The structure is of the mammalian voltage-gated calcium channel Cav1.1 complex at a resolution of 3.6 angstroms [43]. The transmembrane domain (approximately within the lines) in the side view representation (a). The pore (indicated by an arrow) and the first four out of six segments (highlighted in the rectangle) of each of the four domains in top view representation (b).
Fig. 2Protein structure modelling for a disease-implicated variant.
In testing the molecular goodness-of-fit for the disease-implicated CACNA1F (NM_005183.3; ENST00000376265.2) variant c.647 T > G p.(Leu216Arg), the red spikes reflect an overlap of van der Waals interaction between the surrounding residues and the introduced arginine (in orange) in place of the mutated leucine (in green) highlighted by the arrows.
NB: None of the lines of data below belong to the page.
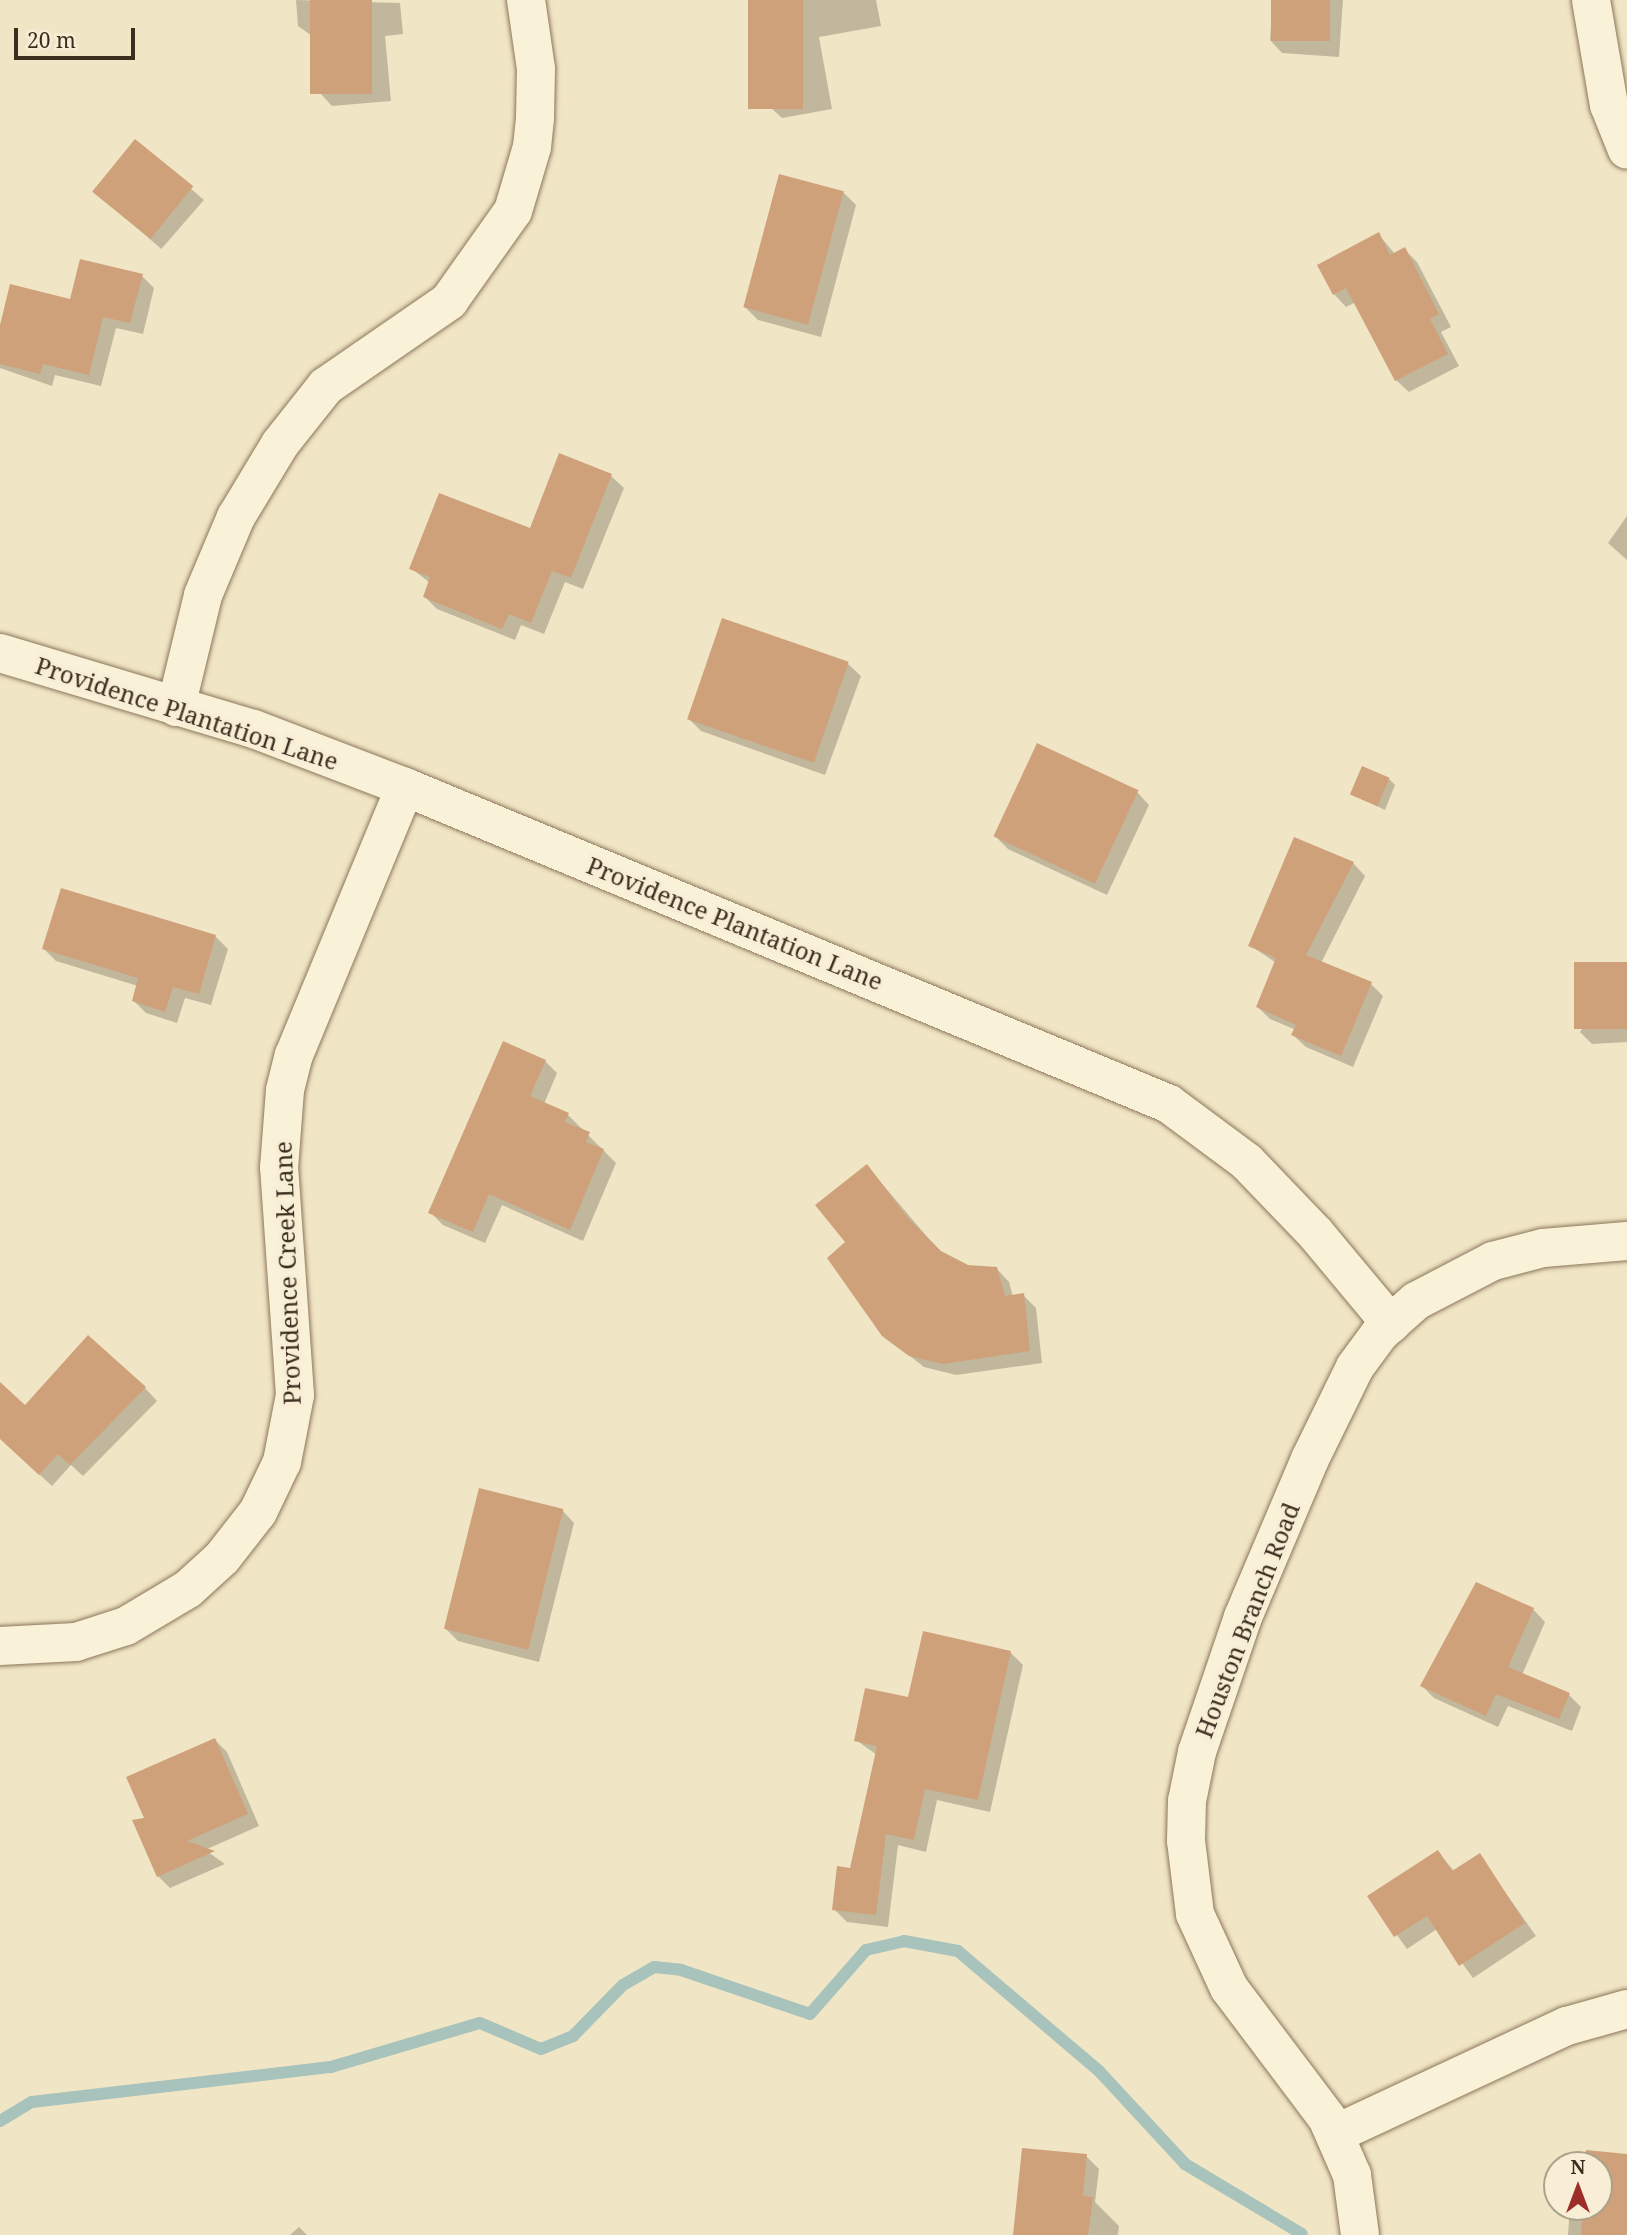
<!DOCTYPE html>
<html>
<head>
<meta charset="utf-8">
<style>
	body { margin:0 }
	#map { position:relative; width:1627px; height:2235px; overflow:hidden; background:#f0e5c5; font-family:"Noto Serif",serif }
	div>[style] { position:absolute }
	.shadow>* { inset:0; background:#0003; transform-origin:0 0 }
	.stream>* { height:12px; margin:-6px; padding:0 6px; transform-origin:6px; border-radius:6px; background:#a7c3bc }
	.building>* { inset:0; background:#cfa17a; transform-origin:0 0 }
	.roads { filter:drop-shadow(0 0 2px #8c775a) drop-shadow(0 0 2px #8c775a) }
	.minor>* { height:38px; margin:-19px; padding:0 19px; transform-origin:19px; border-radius:19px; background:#faf1d9 }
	span { translate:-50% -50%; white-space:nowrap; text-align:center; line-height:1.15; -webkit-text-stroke:7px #f7eed5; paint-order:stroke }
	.street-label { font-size:24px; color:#3b2e1f }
	.north { position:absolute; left:1543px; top:2151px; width:70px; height:70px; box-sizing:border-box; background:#f7eed5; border:2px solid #aca18c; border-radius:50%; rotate:0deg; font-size:19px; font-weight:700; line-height:28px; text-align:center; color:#3b2e1f }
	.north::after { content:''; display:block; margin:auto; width:24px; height:32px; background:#9c2d29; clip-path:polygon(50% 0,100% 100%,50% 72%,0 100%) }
	.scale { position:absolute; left:14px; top:28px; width:121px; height:32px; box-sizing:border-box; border:4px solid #3b2e1f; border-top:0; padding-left:9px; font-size:21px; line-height:24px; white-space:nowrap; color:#3b2e1f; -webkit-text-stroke:5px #f7eed5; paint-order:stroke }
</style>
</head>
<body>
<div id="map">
	<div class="shadow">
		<i style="clip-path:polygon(296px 0,400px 3px,403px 34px,385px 36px,391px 101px,332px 106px,320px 93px,315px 38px,298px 26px)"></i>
		<i style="clip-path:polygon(750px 0,876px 0,881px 26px,819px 37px,832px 109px,782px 118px,769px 106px)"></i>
		<i style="clip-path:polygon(1273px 0,1343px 0,1339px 57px,1282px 53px,1270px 40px)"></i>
		<i style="left:136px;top:141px;width:90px;height:65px;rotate:41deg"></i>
		<i style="clip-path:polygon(843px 192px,856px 205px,821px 337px,758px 320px,746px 308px)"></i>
		<i style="clip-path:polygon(1379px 235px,1395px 254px,1404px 249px,1417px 262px,1451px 327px,1441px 332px,1459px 366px,1409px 392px,1396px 380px,1356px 302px,1346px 307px,1334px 294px)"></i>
		<i style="clip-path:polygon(142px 276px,154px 288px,143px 334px,116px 328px,101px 386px,55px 375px,52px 386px,0 368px,0 333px)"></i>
		<i style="clip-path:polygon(611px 476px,624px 488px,583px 589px,565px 582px,544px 634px,521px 625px,515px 640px,437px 609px,425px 597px,430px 583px,411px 568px,530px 531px)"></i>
		<i style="clip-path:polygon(1627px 516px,1627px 560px,1608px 543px)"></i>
		<i style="clip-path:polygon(723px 620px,848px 664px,861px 676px,825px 775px,701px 731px,688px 718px)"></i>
		<i style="clip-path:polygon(1389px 779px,1395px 785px,1385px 810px,1353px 795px)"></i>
		<i style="clip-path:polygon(1137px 792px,1149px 805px,1107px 895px,1008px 849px,995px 836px)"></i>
		<i style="clip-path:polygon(1353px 863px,1365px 876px,1321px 963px,1371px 984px,1383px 996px,1353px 1067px,1306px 1047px,1293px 1035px,1296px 1030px,1270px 1019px,1258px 1007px,1276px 963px,1250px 945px)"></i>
		<i style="clip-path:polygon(215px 936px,228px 949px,211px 1005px,185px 998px,177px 1023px,146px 1013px,134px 1001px,138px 986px,56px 961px,44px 949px)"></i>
		<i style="clip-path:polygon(1627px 963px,1627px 1042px,1592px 1044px,1580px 1032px)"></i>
		<i style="clip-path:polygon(545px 1061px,557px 1073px,544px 1104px,568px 1115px,616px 1163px,583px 1241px,502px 1205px,485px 1243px,443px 1225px,430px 1212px)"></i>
		<i style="clip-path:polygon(867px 1166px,940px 1252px,967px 1267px,997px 1269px,1009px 1282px,1013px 1297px,1023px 1295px,1036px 1308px,1042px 1363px,956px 1375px,924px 1367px,883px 1335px,847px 1243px)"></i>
		<i style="clip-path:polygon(145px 1388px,157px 1401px,83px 1476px,71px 1465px,52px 1486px,0 1438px,0 1400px,25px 1408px)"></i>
		<i style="clip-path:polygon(562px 1510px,574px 1523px,539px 1662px,458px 1641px,446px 1629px)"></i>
		<i style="clip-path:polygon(1533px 1609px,1545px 1622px,1522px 1675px,1569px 1695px,1581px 1707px,1572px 1731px,1508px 1706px,1498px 1727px,1434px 1698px,1422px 1686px)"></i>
		<i style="clip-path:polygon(1010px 1652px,1023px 1665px,990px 1812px,937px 1800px,926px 1852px,898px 1845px,888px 1927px,847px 1922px,834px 1909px,852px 1870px,877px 1755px,856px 1740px)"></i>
		<i style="clip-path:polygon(215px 1740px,227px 1752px,259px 1826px,205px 1850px,225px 1864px,170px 1888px,158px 1876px,146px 1819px)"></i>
		<i style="clip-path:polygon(1438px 1852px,1454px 1871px,1479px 1855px,1536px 1936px,1473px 1978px,1437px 1929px,1407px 1949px,1369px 1896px)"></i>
		<i style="clip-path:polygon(1086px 2156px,1099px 2169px,1095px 2202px,1119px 2226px,1118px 2235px,1015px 2235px)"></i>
		<i style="clip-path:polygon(1627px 2156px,1627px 2235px,1568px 2235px,1570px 2207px,1599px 2207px,1599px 2165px,1587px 2165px)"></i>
		<i style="clip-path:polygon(299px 2227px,307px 2235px,290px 2235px)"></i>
	</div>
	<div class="stream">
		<i style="left:0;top:2121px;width:37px;rotate:-31deg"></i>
		<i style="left:32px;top:2102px;width:301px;rotate:-6.7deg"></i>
		<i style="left:331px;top:2067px;width:155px;rotate:-16.5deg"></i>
		<i style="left:480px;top:2023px;width:66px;rotate:23.1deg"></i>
		<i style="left:541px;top:2049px;width:35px;rotate:-22deg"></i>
		<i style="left:573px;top:2036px;width:71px;rotate:-45.6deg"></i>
		<i style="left:623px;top:1985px;width:36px;rotate:-30deg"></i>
		<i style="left:654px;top:1967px;width:27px;rotate:6deg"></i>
		<i style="left:681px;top:1970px;width:136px;rotate:18.8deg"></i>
		<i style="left:810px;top:2014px;width:85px;rotate:-48.8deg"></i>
		<i style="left:866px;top:1950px;width:39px;rotate:-13deg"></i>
		<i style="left:904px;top:1941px;width:55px;rotate:10.5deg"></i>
		<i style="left:958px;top:1951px;width:185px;rotate:40.4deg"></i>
		<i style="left:1099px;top:2071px;width:127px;rotate:47.2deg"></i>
		<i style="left:1185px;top:2164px;width:136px;rotate:30.9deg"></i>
	</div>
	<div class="building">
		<i style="left:310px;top:0;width:62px;height:94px"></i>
		<i style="left:748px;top:0;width:55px;height:109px"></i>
		<i style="left:1271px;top:0;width:59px;height:41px"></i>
		<i style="left:135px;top:139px;width:75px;height:68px;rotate:39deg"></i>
		<i style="left:779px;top:174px;width:67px;height:138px;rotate:15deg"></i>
		<i style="clip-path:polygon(1379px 232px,1390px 255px,1405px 247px,1439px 314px,1430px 319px,1448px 354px,1395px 381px,1346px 288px,1333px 295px,1317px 265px)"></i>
		<i style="clip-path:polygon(80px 259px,143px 274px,130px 323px,103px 317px,89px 375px,43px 364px,40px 374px,0 364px,0 325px,10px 284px,70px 299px)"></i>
		<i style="clip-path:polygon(559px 453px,612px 474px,571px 578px,552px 571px,531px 623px,509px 614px,502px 629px,423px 597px,430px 577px,409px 569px,439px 493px,530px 528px)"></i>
		<i style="left:722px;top:618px;width:134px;height:107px;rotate:19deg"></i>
		<i style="left:1037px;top:743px;width:112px;height:103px;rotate:25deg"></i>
		<i style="left:1362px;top:766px;width:30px;height:31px;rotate:23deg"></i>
		<i style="clip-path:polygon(1294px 837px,1354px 862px,1306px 955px,1372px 982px,1341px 1056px,1291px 1035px,1296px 1025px,1256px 1007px,1276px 958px,1248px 946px)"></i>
		<i style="clip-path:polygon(61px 888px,216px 935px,199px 994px,173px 987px,165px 1012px,132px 1001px,138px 978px,42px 949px)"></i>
		<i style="left:1627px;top:962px;width:67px;height:53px;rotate:90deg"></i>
		<i style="clip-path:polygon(503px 1041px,546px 1060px,530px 1096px,569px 1113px,565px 1122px,590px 1132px,586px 1142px,604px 1149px,570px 1230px,489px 1194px,473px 1232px,428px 1213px)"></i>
		<i style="clip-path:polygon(867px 1164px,907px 1217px,941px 1251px,968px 1265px,997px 1267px,1005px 1296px,1024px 1293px,1030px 1351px,943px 1364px,909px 1356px,882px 1336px,827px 1258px,845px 1242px,815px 1205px)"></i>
		<i style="clip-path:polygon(88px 1335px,146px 1387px,70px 1465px,58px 1454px,39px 1475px,0 1439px,0 1382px,25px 1405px)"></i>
		<i style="left:479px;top:1488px;width:87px;height:145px;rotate:14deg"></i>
		<i style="clip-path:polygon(1476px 1582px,1534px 1608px,1508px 1667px,1570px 1693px,1559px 1719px,1496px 1694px,1486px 1716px,1420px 1686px)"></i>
		<i style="clip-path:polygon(923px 1631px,1011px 1651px,978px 1800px,925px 1789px,914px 1840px,886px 1834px,876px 1915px,832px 1910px,837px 1866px,850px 1868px,877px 1746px,854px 1741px,865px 1688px,908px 1697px)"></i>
		<i style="clip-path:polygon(215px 1738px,248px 1814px,187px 1841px,215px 1851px,157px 1877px,132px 1820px,144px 1818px,126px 1777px)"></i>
		<i style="clip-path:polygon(1438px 1850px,1452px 1871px,1480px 1853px,1525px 1923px,1459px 1966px,1427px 1916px,1394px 1937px,1367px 1896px)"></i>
		<i style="clip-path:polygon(1022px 2148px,1087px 2154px,1083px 2196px,1093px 2197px,1088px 2235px,1013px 2235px)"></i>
		<i style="clip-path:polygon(1586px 2150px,1627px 2154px,1627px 2235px,1581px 2235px,1583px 2207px,1599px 2207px,1599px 2165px,1585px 2165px)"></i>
	</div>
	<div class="roads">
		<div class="minor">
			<i style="left:1591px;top:0;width:107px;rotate:80.3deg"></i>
			<i style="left:1609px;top:105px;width:48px;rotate:68.2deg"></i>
			<i style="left:0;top:653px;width:265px;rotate:16.7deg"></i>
			<i style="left:254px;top:729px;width:162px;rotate:21deg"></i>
			<i style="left:405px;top:787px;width:827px;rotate:22.53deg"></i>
			<i style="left:1169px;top:1104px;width:97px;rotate:36.6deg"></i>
			<i style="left:1247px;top:1162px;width:100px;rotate:46.2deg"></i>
			<i style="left:1316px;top:1234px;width:117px;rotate:50.2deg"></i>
			<i style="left:176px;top:707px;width:115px;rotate:-76.4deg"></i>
			<i style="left:203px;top:595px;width:85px;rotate:-67.1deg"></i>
			<i style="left:236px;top:517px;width:85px;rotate:-58.9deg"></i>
			<i style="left:280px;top:444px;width:74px;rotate:-51.6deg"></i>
			<i style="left:326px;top:386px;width:150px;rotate:-34.6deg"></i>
			<i style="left:449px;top:301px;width:110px;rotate:-54.6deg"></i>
			<i style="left:513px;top:211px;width:67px;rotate:-73.5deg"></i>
			<i style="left:532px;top:147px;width:30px;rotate:-84deg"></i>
			<i style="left:535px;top:117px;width:48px;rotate:-88.8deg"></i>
			<i style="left:536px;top:69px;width:70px;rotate:-98.2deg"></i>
			<i style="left:0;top:1646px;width:76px;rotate:-3deg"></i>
			<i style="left:76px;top:1642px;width:52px;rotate:-17.7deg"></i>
			<i style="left:126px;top:1626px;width:72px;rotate:-30.8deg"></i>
			<i style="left:188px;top:1589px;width:46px;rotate:-42.4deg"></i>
			<i style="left:222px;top:1558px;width:58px;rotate:-52deg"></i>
			<i style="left:258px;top:1512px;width:55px;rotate:-64.4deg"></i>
			<i style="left:282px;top:1462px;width:68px;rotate:-79deg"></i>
			<i style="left:295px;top:1395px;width:228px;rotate:-94deg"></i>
			<i style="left:279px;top:1168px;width:78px;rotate:-85.6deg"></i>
			<i style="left:285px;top:1090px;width:36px;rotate:-76deg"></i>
			<i style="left:294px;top:1055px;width:290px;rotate:-67.5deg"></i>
			<i style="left:1335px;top:2134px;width:256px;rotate:-25deg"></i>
			<i style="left:1567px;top:2026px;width:62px;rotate:-15.8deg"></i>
			<i style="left:1360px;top:2235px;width:61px;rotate:-97.6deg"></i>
			<i style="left:1352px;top:2175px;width:62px;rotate:-113.7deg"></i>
			<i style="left:1327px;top:2118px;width:163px;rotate:-127deg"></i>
			<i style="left:1229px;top:1988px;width:81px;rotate:-114.7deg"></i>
			<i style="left:1195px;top:1914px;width:74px;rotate:-97deg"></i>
			<i style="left:1186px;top:1841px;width:40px;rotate:-88.6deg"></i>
			<i style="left:1187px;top:1801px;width:50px;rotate:-78.5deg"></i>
			<i style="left:1197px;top:1752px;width:143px;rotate:-71.2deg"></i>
			<i style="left:1243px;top:1617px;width:172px;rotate:-67deg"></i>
			<i style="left:1310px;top:1459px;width:102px;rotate:-63.9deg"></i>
			<i style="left:1355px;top:1367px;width:42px;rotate:-53.7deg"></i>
			<i style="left:1380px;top:1333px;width:48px;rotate:-41.6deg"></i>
			<i style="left:1416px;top:1301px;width:87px;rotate:-27.5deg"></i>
			<i style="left:1493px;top:1261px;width:52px;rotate:-14.6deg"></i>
			<i style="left:1543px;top:1248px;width:84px;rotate:-4.8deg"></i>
		</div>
	</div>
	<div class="street-label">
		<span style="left:187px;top:713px;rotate:18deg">Providence Plantation Lane</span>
		<span style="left:735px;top:923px;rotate:22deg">Providence Plantation Lane</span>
		<span style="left:287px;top:1273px;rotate:-92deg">Providence Creek Lane</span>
		<span style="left:1247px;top:1620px;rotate:-69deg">Houston Branch Road</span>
	</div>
	<div class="north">N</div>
	<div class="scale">20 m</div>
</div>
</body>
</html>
Comparing the predictions and the overall performance of the different tools shows a high recall rate at the expense of the precision rate at optimum thresholds for all the tools except for CACNA1F-vp. CACNA1F-vp has also a higher MCC score (MCC scores range from 1 to −1 with 1 being a perfect correlation between predictions and the classes, and −1 being an inverse correlation); total disease-implicated and benign variants = 72 and 322, respectively (NM_005183.3; ENST00000376265.2); AUC ROC: area under the receiver operating characteristic curve, AUC PR: area under the precision recall curve, TPR: true positive rate, FPR: false positive rate, PPV: positive predictive value, MCC: Matthews Correlation Coefficient.
| Tools | Threshold | Recall/TPR (%) | FPR (%) | Precision/PPV (%) | AUC ROC | AUC PR | MCC |
|---|---|---|---|---|---|---|---|
| SIFT | 0.05 | 88 | 53 | 28 | 0.77 | 0.61 | 0.3 |
| PolyPhen2 | 0.85 | 86 | 41 | 32 | 0.83 | 0.59 | 0.35 |
| CADD | 15 | 97 | 86 | 20 | 0.79 | 0.43 | 0.12 |
| CONDEL | 0.522 | 96 | 79 | 21 | 0.85 | 0.61 | 0.17 |
| CACNA1F-vp | 0.567 | 86 | 33 | 72 | 0.84 | 0.84 | 0.52 |
Fig. 3ROC curves for the different classifiers.
The predictive power of the protein-specific (CACNA1F-vp) model is comparable to that of the four tools, using 72 disease-implicated and 322 presumably benign CACNA1F variants, shown by an area under the receiver operating characteristic (ROC) curve of 0.84.
Fig. 4PR curves for the different classifiers.
The precision of the protein-specific (CACNA1F-vp) model is outperforming that of the four tools, using 72 disease-implicated and 322 presumably benign CACNA1F variants, shown by an area under the precision recall (PR) curve of 0.84.